--- TASK INPUT Enclosed Below ---

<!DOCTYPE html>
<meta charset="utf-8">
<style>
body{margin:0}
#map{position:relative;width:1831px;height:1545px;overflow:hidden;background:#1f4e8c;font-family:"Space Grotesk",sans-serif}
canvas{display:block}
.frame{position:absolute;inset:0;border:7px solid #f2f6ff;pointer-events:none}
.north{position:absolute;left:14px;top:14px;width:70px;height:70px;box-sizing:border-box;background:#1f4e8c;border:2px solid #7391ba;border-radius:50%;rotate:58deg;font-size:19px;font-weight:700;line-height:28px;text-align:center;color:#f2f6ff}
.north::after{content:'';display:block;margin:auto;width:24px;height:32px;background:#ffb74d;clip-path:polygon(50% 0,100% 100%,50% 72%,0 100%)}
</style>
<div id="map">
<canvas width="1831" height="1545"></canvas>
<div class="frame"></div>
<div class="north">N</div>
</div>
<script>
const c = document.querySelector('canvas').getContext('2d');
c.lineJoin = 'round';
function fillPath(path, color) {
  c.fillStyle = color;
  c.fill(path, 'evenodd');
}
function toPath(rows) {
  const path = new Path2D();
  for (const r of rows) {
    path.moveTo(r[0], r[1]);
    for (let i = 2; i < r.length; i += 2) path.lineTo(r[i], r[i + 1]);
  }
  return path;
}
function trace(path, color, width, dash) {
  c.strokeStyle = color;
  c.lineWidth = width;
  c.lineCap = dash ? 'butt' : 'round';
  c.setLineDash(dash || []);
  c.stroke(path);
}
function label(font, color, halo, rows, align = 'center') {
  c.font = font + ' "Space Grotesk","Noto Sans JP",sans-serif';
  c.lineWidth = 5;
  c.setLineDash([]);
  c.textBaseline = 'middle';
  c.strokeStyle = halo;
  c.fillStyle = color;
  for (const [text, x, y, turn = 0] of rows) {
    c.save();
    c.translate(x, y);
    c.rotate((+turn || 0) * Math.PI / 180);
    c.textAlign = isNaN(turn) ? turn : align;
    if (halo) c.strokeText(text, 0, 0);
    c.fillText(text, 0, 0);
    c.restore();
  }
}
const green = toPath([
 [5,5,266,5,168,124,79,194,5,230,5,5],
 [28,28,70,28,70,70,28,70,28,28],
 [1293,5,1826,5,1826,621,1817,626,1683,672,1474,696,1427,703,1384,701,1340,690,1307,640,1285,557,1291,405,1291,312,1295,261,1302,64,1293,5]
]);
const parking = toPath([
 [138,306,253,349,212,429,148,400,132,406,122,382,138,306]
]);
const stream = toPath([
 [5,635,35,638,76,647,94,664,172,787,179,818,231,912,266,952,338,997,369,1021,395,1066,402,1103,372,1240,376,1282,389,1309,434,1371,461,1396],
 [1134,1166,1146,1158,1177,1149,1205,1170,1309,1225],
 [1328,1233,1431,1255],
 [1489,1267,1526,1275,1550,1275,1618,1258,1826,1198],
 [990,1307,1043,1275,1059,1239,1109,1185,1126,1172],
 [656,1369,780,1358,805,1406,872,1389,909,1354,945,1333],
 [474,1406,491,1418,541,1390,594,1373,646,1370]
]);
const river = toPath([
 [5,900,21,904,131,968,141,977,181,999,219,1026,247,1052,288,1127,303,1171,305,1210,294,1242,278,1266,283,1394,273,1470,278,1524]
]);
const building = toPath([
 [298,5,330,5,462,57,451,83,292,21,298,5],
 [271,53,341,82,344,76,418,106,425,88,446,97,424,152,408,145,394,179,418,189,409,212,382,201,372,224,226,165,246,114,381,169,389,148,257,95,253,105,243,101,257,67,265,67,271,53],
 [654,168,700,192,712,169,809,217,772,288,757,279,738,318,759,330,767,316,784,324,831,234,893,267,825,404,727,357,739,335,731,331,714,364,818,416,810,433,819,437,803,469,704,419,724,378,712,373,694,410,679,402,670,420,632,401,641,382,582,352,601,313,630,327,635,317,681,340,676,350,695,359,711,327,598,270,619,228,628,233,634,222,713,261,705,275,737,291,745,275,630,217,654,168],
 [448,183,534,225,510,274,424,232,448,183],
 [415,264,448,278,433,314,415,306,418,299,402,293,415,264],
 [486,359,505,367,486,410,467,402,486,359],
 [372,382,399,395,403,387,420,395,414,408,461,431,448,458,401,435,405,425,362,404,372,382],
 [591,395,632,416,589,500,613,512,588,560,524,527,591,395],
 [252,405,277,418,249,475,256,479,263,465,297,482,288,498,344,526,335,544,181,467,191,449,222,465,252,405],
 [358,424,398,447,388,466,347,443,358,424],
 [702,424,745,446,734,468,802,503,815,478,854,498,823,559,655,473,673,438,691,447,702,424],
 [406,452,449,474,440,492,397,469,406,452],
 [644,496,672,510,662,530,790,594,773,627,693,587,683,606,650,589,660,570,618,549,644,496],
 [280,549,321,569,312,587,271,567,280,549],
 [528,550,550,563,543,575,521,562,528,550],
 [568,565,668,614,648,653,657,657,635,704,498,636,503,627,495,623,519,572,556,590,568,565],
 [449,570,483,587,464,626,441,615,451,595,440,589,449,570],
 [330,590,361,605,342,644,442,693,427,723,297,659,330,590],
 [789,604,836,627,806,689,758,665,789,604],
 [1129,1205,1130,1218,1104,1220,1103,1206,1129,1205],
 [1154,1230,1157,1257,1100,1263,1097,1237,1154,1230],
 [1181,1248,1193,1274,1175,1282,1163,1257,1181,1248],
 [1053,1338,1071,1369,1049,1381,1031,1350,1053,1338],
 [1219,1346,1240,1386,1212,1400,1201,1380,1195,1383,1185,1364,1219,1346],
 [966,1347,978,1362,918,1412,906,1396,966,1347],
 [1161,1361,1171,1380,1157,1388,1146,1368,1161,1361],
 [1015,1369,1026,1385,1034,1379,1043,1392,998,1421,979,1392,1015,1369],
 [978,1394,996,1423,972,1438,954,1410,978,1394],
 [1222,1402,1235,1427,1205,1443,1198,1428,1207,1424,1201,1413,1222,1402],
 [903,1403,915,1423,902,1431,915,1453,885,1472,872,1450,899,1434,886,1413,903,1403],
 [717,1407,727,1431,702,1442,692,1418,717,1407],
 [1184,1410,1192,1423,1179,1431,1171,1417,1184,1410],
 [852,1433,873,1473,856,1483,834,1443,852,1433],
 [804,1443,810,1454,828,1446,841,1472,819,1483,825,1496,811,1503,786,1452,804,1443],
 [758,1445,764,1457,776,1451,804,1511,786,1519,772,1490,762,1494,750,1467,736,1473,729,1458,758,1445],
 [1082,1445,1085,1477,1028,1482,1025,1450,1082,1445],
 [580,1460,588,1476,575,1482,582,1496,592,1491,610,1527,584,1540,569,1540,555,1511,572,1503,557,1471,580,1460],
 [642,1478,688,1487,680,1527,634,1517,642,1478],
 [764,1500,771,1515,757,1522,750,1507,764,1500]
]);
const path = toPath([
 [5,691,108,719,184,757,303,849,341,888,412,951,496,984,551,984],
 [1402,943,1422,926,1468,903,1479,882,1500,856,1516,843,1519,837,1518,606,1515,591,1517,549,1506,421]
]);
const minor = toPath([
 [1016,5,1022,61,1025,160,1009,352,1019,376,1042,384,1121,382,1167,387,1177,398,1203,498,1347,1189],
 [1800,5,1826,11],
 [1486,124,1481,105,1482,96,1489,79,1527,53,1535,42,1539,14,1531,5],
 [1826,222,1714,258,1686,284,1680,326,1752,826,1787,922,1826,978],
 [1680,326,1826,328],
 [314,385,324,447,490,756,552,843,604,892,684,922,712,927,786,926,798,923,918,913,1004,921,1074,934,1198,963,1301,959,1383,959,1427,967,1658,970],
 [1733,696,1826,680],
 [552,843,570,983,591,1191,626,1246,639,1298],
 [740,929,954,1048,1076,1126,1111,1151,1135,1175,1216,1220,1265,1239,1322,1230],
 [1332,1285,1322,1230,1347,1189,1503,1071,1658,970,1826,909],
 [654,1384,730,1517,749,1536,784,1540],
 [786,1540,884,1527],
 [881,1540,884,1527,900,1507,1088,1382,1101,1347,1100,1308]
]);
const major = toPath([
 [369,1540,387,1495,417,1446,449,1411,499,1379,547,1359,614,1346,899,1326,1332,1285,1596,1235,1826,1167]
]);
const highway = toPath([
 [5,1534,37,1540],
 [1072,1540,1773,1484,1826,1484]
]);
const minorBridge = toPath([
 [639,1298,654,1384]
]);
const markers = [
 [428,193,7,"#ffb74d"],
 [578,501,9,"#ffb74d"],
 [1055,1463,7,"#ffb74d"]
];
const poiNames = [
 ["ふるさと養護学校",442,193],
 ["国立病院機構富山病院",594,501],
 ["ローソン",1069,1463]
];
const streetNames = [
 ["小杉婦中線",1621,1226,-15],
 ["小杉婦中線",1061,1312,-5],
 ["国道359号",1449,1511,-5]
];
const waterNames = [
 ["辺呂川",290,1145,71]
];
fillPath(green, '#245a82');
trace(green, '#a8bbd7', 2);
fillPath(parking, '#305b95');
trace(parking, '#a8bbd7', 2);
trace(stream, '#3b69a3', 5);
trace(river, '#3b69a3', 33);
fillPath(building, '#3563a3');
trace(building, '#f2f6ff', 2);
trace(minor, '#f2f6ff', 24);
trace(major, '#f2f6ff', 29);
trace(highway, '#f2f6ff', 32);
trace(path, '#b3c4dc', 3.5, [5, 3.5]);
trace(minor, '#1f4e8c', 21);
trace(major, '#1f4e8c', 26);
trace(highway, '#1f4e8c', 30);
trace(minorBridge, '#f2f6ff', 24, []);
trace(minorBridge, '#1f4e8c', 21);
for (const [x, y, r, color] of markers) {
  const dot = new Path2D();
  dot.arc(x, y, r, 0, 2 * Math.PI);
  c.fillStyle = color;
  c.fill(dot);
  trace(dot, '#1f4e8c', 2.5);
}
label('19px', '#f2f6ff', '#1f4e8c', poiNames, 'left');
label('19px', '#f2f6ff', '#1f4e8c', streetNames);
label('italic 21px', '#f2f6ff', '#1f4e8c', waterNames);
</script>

--- End of Enclosed TASK INPUT ---

**PROBLEM STATEMENT:** Look through the entries for the string "rows". Every line that has it belongs in the answer.

**ANSWER SPACE:**
function toPath(rows) {
  for (const r of rows) {
function label(font, color, halo, rows, align = 'center') {
  for (const [text, x, y, turn = 0] of rows) {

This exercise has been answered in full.